* [Problem requirements]:
Lines in which "linecap" appears should be pulled from the data below.

(Information)

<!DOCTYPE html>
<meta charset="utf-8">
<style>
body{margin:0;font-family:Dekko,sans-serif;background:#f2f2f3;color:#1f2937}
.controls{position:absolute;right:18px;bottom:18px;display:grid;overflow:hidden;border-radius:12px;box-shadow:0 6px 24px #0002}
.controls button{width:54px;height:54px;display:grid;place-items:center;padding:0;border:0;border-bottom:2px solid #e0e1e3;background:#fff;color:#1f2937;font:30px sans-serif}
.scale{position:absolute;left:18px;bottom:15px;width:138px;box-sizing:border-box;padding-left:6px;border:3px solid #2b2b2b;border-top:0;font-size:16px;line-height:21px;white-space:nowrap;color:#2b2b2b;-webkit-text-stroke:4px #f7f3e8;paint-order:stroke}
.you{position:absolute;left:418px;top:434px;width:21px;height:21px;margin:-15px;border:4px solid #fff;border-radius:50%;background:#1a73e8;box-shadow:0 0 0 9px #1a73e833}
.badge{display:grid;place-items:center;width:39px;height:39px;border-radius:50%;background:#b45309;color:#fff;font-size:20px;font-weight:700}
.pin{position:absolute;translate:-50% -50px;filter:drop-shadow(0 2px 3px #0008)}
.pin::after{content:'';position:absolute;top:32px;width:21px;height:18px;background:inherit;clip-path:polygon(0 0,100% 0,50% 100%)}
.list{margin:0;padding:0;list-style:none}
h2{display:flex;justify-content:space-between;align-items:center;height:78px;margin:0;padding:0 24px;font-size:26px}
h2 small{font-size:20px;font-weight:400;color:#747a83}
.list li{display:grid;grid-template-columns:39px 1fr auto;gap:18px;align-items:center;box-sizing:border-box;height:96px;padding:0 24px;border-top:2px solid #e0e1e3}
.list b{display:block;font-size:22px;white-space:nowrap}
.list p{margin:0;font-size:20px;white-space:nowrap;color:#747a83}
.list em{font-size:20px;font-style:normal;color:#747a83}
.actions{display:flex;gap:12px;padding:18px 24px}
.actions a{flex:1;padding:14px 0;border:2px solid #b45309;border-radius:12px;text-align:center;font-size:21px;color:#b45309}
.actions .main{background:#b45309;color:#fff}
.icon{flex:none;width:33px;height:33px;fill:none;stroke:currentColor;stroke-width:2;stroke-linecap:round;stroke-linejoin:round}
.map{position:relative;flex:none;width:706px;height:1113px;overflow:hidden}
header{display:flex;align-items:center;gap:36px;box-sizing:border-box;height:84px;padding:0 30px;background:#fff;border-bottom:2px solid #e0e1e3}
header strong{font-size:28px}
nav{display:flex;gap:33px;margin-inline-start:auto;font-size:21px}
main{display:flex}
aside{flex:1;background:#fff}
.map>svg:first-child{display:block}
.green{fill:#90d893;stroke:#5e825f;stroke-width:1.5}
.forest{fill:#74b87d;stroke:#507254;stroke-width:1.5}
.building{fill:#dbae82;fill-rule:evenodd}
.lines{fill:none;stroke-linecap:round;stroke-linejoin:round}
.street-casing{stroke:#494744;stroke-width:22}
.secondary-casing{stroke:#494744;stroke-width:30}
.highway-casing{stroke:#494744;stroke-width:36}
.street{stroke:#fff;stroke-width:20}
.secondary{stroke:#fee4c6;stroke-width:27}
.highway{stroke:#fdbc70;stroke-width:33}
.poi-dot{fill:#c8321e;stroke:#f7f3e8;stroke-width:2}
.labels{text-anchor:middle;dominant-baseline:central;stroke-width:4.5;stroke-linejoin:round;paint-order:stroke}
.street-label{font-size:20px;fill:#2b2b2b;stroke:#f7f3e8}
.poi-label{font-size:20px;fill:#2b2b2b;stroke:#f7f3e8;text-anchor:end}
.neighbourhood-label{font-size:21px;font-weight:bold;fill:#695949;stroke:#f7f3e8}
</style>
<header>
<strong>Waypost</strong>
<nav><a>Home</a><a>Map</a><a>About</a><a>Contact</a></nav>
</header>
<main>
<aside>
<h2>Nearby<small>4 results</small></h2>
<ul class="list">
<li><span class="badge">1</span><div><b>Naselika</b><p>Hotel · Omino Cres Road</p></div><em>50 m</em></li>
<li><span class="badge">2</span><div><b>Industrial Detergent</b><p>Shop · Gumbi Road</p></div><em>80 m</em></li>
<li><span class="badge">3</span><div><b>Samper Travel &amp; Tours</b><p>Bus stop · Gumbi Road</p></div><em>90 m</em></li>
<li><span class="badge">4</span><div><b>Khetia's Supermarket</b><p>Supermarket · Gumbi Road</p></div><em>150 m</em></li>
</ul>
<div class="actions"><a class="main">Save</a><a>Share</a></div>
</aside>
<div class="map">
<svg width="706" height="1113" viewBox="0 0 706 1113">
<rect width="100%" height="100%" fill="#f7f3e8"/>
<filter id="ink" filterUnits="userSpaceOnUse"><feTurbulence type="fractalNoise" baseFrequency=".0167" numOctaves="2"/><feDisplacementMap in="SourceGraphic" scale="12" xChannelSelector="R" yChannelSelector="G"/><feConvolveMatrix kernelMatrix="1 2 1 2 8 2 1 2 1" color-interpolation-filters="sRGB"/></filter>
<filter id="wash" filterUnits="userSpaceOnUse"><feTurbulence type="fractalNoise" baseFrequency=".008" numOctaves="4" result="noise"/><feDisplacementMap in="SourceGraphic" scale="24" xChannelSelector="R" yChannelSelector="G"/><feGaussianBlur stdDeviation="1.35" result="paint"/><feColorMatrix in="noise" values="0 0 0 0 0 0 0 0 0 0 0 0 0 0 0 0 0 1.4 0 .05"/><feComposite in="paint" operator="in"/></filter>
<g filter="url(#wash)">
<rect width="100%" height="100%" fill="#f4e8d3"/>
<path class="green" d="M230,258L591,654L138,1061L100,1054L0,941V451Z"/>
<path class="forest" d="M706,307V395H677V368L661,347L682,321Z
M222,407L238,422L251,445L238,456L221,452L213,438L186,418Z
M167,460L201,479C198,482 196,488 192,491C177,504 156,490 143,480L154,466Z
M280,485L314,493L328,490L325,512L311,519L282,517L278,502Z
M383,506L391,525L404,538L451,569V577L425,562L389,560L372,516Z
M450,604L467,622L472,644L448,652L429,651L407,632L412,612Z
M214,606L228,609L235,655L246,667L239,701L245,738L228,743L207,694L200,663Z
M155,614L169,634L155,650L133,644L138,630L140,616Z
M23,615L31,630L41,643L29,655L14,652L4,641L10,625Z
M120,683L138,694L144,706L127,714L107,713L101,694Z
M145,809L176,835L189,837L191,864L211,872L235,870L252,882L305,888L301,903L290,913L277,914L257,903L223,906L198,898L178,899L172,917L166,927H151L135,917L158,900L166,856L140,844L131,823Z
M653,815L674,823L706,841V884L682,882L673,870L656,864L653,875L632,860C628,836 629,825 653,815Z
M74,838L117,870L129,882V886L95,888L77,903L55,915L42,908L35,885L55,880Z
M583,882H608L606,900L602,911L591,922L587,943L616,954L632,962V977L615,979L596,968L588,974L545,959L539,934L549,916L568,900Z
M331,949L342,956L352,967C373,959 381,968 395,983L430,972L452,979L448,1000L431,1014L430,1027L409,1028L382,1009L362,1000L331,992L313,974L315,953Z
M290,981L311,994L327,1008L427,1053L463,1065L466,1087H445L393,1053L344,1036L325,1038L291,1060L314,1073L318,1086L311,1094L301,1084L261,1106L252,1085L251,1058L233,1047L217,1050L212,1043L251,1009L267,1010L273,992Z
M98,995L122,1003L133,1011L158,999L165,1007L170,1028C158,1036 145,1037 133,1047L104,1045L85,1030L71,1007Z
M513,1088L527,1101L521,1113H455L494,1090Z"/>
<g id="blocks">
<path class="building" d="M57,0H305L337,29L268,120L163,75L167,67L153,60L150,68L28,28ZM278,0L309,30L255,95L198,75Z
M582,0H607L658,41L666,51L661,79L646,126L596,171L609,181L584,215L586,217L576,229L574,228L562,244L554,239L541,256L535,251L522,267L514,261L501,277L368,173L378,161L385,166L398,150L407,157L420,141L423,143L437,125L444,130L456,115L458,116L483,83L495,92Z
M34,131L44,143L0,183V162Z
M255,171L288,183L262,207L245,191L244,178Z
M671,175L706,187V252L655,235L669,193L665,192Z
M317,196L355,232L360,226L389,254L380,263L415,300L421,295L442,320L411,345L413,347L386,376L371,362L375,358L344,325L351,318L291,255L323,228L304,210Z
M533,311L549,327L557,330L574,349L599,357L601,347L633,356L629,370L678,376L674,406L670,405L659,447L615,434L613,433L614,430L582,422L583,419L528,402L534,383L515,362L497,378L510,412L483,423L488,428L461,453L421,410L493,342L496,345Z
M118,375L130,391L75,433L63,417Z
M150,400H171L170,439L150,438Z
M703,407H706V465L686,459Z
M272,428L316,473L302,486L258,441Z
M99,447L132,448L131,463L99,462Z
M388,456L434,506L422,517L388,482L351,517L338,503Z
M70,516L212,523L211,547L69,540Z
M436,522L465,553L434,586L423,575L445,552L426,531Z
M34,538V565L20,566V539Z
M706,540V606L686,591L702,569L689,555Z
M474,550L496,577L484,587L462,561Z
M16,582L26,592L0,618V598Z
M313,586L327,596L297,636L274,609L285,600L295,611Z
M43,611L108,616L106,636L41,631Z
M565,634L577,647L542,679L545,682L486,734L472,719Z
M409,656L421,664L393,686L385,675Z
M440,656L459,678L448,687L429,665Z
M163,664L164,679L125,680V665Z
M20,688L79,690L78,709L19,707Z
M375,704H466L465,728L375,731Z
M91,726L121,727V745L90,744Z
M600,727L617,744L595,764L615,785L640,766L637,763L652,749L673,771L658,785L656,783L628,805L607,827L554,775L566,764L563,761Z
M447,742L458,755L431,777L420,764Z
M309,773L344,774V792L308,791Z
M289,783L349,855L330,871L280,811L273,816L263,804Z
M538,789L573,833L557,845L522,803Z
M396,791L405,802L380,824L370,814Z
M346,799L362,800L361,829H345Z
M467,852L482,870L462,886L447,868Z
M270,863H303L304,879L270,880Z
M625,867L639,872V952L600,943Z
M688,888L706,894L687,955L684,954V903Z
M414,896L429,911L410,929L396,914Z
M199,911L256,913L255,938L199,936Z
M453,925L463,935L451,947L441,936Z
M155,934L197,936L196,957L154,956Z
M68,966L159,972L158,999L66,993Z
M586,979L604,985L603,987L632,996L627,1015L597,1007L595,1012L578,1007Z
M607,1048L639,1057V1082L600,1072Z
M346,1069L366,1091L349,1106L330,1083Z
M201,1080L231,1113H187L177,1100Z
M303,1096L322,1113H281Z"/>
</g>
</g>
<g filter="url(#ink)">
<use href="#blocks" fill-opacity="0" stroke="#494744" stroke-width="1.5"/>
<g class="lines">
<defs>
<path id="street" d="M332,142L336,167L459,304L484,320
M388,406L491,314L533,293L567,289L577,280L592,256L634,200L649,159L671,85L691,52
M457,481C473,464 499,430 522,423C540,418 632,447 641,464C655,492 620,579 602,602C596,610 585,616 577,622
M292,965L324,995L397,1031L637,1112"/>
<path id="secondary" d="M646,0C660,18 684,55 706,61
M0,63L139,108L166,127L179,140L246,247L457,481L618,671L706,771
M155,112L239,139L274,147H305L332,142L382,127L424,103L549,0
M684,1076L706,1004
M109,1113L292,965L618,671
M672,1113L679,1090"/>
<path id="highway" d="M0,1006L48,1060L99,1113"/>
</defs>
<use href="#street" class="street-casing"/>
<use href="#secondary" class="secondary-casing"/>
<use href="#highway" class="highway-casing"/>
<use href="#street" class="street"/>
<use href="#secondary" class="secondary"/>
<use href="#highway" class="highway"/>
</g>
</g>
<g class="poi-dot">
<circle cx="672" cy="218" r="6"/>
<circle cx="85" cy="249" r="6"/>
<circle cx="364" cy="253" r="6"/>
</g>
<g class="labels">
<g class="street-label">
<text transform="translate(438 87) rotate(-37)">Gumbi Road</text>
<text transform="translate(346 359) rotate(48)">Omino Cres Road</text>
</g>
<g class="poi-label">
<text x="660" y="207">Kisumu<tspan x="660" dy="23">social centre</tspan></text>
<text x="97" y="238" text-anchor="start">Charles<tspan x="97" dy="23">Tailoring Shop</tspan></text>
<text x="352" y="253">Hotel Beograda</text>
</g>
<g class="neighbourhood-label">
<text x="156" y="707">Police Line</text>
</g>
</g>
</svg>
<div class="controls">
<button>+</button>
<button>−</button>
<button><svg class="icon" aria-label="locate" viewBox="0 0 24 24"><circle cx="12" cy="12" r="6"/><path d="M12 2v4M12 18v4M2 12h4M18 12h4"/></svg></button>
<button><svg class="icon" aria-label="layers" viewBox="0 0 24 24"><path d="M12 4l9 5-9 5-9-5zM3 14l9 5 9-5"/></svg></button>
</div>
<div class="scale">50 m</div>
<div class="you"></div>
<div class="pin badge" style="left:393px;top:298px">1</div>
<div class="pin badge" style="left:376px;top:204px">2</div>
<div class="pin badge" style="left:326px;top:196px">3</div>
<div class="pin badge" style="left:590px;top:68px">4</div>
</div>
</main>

(End Information)

* [Result of the exercise]:
.icon{flex:none;width:33px;height:33px;fill:none;stroke:currentColor;stroke-width:2;stroke-linecap:round;stroke-linejoin:round}
.lines{fill:none;stroke-linecap:round;stroke-linejoin:round}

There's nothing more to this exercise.